Apart from the agreements and regulations related to IFAS, the Central Asian states have made a number of additional multilateral and bilateral efforts to jointly regulate water use.

In 1996, Turkmenistan and Uzbekistan signed a separate permanent agreement for an equal distribution of water resources. It states that 50% of the Amu Darya flow at the Kerki gauging station is allocated through the Karakum Canal to Turkmenistan, and the rest to Uzbekistan.

In 1998, the governments of Kazakhstan, the Kyrgyz Republic and Uzbekistan signed an «Agreement on the Use of Water and Energy Resources of the Syr Darya Basin». This agreement provided that Kyrgyzstan would discharge water from its reservoirs in summer for the downstream states of Kazakhstan and Uzbekistan, while these would deliver fuel to Kyrgyzstan in winter, so that it does not need to produce hydropower. In 1999, Tajikistan joined the agreement so that the working regime of the Karakum reservoir could be included. The agreement requires annual protocols to define exact discharge times and amounts, as well as the price of energy to be sold to the downstream countries during the summer period and on the transfer prices of coal, gas and electricity. The agreement worked well for some years, but in others the promised coal and gas were not delivered to Kyrgyzstan, which then released water in winter to make up for the energy shortfall. From 2003 on, the parties failed to agree on annual protocols. Instead, bilateral and ad-hoc regulations were followed. These are more opaque, do not provide for long-term planning and preclude any possibility of sanctions in case of non-compliance.

The consequences were painfully visible in the winter of 2003/04. Since the summer of 2003 witnessed extraordinary high precipitation downstream and less water for irrigation was required, Kazakhstan and Uzbekistan ceased to deliver the agreed amounts of fossil fuels the following winter. In order to compensate for the loss, Kyrgyzstan produced more hydropower, releasing much more water than usual from the Toktogul reservoir that winter. The flow could not be absorbed by the frozen riverbed of the Syr Darya or the downstream reservoirs and it caused severe flooding in Kazakhstan and fears of dam failure at the Shardara reservoir, where 2 000 people were evacuated.
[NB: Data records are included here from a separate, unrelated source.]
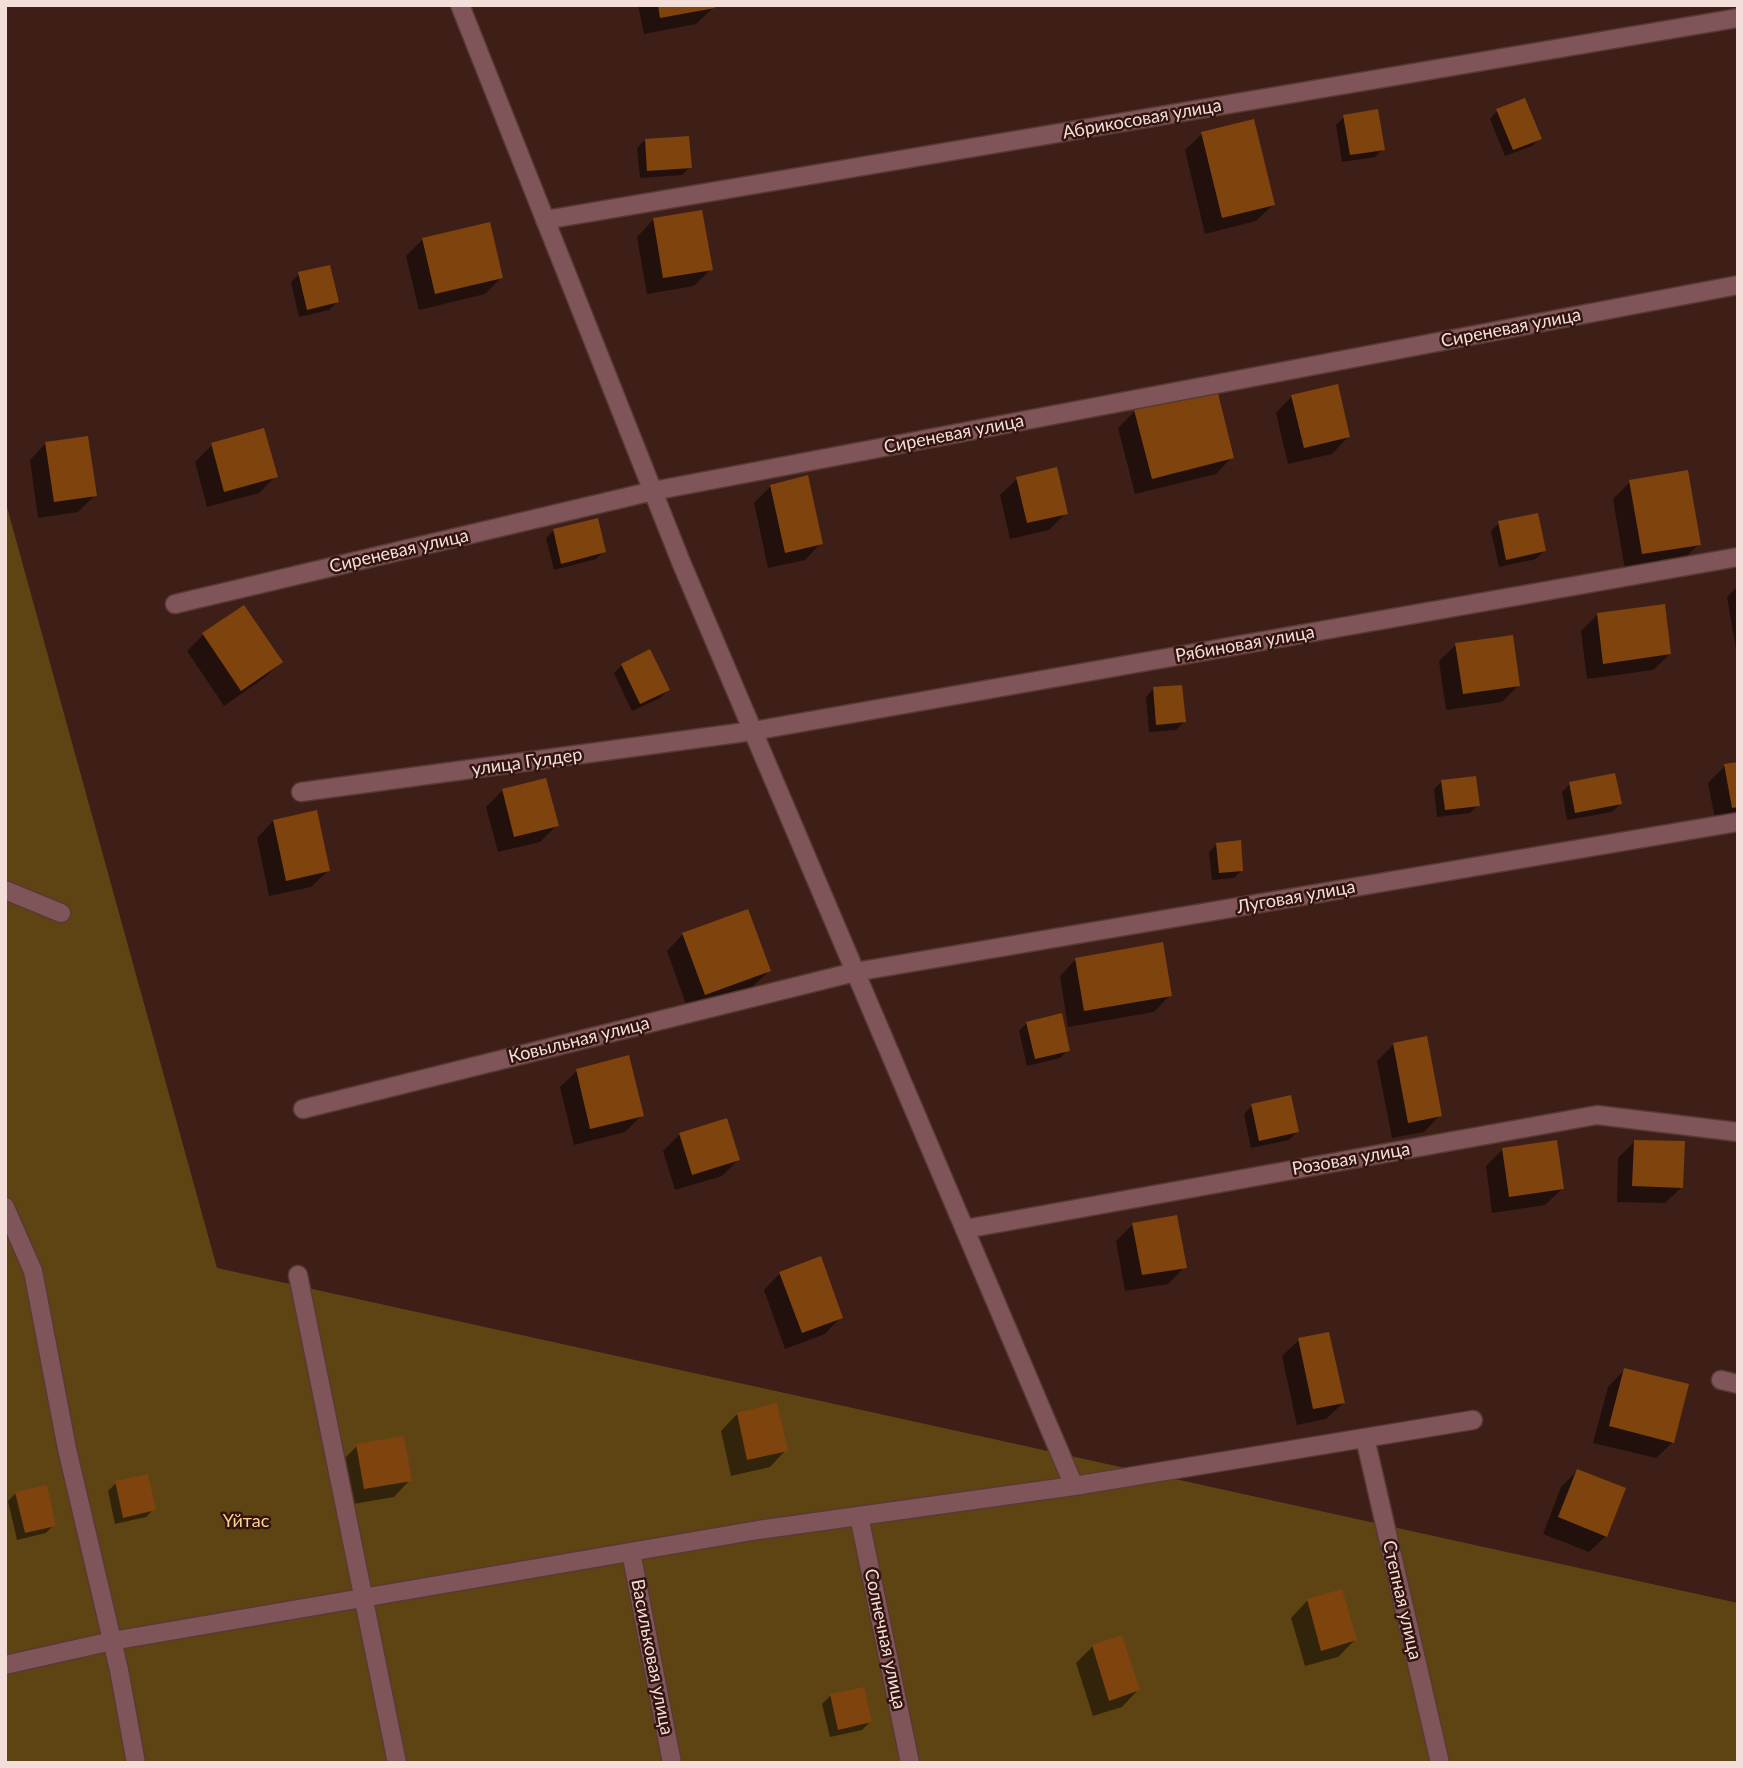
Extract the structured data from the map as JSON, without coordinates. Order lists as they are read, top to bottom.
{
  "streets": {
    "street": [
      "Абрикосовая улица",
      "Сиреневая улица",
      "Рябиновая улица",
      "улица Гулдер",
      "Луговая улица",
      "Ковыльная улица",
      "Розовая улица",
      "Степная улица",
      "Солнечная улица",
      "Васильковая улица"
    ]
  },
  "crossings": [
    ["Рябиновая улица", "улица Гулдер"],
    ["Луговая улица", "Ковыльная улица"]
  ],
  "parks": ["Үйтас"]
}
The failure of the agreement affects not only energy security of the upstream countries in winter and irrigation water security downstream in summer, but also the safety of the dams. During the last few years, the downstream states only minimally participated in the cost of maintenance and renovation works of the upstream reservoirs, the cost of which is covered by the relatively poorer Kyrgyzstan and Tajikistan. The Chu-Talas agreement, which includes cost-sharing mechanisms between Kazakhstan and Kyrgyzstan, is an exception to this overall trend and shows that it can work. For the Syr Darya, it is astonishing that even an obvious win-win arrangement like the water-energy trade was not perceived as having mutual benefits, but rather viewed with mistrust and suspicion. This can be explained by the lack of previous positive examples of cooperation in other fields so far, which led to a preference for self-reliance.
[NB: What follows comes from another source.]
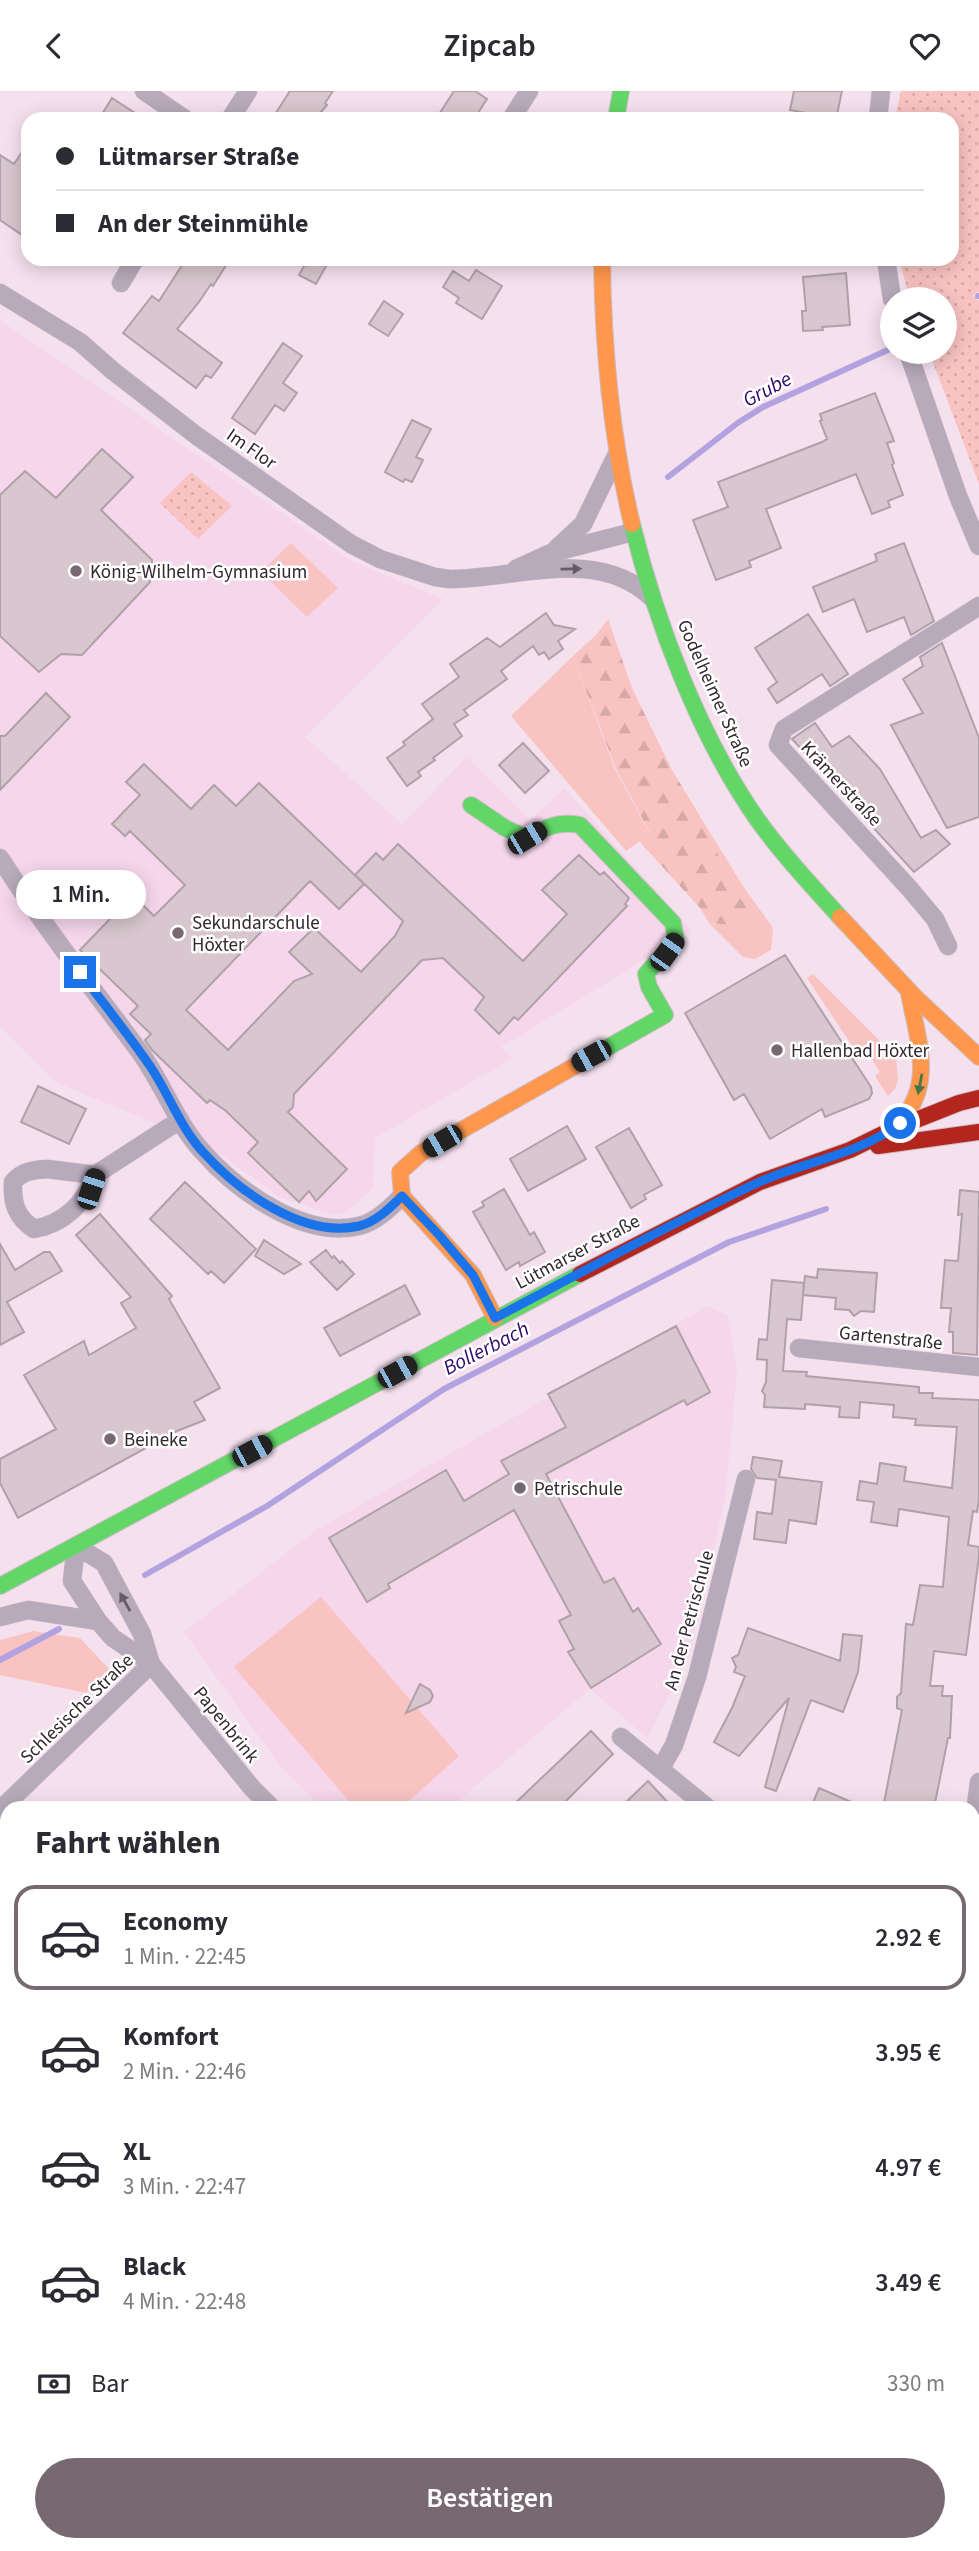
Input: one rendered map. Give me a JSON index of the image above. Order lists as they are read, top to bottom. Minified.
{"streets":{"main road":["Godelheimer Straße","Lütmarser Straße"],"street":["Im Flor","Krämerstraße","Gartenstraße","An der Petrischule","Schlesische Straße","Papenbrink"]},"crossings":[["Im Flor","Godelheimer Straße"],["Lütmarser Straße","Papenbrink"],["Schlesische Straße","Papenbrink"]],"water":["Grube","Bollerbach"],"places":["König-Wilhelm-Gymnasium","Sekundarschule Höxter","Hallenbad Höxter","Beineke","Petrischule"],"page":{"header":"Zipcab","banner":["Lütmarser Straße","An der Steinmühle"],"bubble":"1 Min.","heading":"Fahrt wählen","list":[{"name":"Economy","note":"1 Min. · 22:45","value":"2.92 €"},{"name":"Komfort","note":"2 Min. · 22:46","value":"3.95 €"},{"name":"XL","note":"3 Min. · 22:47","value":"4.97 €"},{"name":"Black","note":"4 Min. · 22:48","value":"3.49 €"}],"pay":["Bar","330 m"],"buttons":"Bestätigen"}}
In 2005, another effort was undertaken to tackle water-energy issues in a cooperative manner. With support from the World Bank, a draft framework agreement on a «Water-Energy Consortium» was prepared in the framework of the Central Asia Cooperation Organisation (CACO), a short-lived regional organization that later was integrated into EurAsEC.[The EurAsian Economic Community (EurAsEC) is an international economic organization aimed at economic coordination and creating a joint customs union among its members. The member states are: Belarus, Kazakhstan, Kyrgyzstan, Russia, Tajikistan, and Uzbekistan (suspended).] However, due to different national interests and weak commitment on the part of the Central Asian countries involved (Turkmenistan was not a member of CACO), the process stalled and donors ended their support.